Among the records below, find the lines that hold the word "Bremen" and report how many there are, with no other words.

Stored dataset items
◆ ◆ ◆

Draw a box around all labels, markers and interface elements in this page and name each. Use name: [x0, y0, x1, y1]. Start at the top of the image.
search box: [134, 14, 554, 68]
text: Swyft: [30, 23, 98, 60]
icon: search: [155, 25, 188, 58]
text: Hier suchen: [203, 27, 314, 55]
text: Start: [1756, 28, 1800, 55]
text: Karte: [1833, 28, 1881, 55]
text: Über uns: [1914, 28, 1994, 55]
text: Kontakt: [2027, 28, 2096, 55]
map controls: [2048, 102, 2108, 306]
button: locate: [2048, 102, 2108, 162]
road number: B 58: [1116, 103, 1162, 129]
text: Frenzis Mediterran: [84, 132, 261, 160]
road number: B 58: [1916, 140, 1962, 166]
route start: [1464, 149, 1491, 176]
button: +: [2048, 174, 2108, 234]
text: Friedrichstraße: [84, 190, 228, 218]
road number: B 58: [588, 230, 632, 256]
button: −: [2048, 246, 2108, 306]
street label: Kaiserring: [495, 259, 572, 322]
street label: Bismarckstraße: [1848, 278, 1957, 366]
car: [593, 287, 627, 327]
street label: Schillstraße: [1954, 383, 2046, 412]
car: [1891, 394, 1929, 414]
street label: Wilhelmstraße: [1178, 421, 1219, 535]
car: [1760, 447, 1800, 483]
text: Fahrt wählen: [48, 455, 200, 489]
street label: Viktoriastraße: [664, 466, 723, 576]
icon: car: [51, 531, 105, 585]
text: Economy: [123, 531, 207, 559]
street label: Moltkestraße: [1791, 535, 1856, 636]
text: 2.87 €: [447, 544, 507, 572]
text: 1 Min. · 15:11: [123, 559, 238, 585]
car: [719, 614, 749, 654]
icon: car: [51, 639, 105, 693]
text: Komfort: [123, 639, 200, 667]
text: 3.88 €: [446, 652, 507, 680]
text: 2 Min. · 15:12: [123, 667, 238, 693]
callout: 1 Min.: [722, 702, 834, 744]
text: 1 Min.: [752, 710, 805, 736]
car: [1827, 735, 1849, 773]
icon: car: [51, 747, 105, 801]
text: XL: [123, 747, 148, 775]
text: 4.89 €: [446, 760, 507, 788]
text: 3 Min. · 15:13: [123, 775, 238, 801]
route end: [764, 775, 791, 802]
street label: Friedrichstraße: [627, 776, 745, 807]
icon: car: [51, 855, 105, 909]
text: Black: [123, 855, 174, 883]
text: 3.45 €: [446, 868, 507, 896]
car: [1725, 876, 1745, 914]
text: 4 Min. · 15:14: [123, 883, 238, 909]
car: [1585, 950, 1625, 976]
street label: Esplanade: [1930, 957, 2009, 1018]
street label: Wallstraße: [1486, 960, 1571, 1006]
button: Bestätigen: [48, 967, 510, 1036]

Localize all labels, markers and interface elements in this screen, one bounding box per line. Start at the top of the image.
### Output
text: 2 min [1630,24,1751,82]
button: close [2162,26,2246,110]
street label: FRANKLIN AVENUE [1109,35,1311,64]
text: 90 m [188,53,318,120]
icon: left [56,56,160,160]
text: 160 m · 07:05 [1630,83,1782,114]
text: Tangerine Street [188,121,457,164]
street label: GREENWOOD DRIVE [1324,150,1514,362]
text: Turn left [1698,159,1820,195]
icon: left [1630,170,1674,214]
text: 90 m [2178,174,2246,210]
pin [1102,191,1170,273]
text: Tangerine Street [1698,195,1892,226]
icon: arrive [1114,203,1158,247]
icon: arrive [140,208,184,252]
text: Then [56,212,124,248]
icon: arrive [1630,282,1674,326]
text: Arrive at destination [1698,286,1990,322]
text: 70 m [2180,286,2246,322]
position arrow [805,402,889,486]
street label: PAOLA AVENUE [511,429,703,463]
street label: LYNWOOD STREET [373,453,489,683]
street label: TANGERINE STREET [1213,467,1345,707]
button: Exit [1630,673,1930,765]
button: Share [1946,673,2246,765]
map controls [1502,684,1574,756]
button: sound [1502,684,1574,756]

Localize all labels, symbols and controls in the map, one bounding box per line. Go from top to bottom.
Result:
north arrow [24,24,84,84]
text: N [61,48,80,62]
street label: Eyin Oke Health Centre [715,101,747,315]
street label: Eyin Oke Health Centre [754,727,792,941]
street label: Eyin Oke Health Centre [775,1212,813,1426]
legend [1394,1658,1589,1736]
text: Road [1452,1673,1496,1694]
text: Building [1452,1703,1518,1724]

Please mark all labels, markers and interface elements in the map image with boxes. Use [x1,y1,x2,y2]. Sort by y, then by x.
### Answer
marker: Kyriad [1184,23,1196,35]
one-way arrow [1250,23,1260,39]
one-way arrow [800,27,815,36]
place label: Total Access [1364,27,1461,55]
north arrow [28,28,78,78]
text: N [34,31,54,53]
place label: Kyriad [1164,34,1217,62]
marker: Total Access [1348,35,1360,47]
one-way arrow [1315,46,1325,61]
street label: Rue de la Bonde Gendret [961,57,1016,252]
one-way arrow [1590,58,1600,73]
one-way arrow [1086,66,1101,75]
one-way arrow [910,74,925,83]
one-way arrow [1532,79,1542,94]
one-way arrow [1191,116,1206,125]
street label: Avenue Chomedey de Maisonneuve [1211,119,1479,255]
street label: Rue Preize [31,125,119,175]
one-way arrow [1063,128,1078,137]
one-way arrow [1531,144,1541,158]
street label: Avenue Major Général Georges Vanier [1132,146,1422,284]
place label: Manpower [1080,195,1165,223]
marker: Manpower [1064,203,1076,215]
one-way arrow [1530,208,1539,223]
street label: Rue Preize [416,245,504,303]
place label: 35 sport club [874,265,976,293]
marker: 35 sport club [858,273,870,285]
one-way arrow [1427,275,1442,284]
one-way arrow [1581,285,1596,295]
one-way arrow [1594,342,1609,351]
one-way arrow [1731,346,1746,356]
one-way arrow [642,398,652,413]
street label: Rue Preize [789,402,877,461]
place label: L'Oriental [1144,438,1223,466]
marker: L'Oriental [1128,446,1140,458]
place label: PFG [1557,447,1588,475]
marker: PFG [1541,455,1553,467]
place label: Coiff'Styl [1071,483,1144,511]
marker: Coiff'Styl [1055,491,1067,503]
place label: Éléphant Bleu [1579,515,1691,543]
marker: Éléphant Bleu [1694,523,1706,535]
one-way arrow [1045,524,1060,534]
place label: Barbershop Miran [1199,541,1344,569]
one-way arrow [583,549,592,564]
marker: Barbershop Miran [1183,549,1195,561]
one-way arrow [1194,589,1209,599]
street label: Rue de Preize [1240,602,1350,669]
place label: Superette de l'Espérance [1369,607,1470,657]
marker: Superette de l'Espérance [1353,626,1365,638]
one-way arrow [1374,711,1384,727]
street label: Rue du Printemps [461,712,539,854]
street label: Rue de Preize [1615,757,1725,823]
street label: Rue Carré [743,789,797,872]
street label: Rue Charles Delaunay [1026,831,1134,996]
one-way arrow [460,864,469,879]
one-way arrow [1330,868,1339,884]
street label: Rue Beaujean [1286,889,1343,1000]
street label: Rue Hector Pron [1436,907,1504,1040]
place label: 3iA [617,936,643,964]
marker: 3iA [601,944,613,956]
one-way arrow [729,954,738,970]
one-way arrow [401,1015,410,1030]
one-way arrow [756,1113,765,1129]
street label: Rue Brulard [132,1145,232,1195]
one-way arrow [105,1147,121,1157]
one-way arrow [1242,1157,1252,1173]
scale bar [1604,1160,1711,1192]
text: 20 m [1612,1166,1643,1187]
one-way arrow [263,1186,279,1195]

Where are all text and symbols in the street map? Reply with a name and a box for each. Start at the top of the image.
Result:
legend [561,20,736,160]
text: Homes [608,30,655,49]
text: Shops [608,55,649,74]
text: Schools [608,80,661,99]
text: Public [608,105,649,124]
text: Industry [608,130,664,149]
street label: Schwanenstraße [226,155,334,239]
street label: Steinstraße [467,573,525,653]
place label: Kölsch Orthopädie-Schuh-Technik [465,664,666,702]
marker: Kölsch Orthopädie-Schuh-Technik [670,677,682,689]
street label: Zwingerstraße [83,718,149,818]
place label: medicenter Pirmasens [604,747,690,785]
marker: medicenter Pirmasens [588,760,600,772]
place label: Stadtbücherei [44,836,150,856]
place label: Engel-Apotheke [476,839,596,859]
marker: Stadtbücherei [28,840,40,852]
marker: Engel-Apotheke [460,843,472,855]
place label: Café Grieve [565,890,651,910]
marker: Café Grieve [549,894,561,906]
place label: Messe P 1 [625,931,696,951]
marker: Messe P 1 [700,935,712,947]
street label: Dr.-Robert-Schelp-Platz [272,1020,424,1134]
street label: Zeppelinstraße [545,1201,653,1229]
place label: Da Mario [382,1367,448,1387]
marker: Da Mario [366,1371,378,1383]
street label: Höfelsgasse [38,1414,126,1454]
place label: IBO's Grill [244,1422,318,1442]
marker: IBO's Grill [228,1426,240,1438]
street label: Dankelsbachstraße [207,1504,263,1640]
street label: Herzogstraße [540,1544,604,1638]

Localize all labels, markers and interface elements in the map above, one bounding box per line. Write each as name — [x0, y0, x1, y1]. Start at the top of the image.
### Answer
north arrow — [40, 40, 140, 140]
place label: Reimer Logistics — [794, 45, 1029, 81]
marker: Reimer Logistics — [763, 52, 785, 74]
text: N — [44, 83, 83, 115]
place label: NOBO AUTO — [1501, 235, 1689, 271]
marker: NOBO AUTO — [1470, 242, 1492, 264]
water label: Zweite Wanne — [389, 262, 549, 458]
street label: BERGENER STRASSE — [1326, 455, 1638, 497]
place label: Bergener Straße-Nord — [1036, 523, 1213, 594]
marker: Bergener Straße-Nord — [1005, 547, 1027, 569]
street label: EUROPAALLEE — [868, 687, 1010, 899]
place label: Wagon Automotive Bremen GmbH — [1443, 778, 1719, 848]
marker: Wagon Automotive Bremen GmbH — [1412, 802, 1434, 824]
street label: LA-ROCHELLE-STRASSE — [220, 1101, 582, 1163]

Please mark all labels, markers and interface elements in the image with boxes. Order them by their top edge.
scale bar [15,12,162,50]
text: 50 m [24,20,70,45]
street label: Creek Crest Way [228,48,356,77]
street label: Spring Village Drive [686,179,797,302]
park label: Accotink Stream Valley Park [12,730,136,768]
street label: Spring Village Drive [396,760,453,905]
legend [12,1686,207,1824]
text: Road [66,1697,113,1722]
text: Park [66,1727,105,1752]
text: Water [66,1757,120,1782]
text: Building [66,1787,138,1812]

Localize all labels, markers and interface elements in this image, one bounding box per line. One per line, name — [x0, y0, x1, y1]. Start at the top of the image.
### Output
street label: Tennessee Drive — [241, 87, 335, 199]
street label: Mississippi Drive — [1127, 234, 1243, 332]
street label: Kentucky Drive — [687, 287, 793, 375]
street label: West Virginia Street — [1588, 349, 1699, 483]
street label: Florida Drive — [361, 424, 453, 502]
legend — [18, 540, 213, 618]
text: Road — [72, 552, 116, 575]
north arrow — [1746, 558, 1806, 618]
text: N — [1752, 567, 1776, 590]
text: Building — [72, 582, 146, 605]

◆ ◆ ◆

Problem solution
2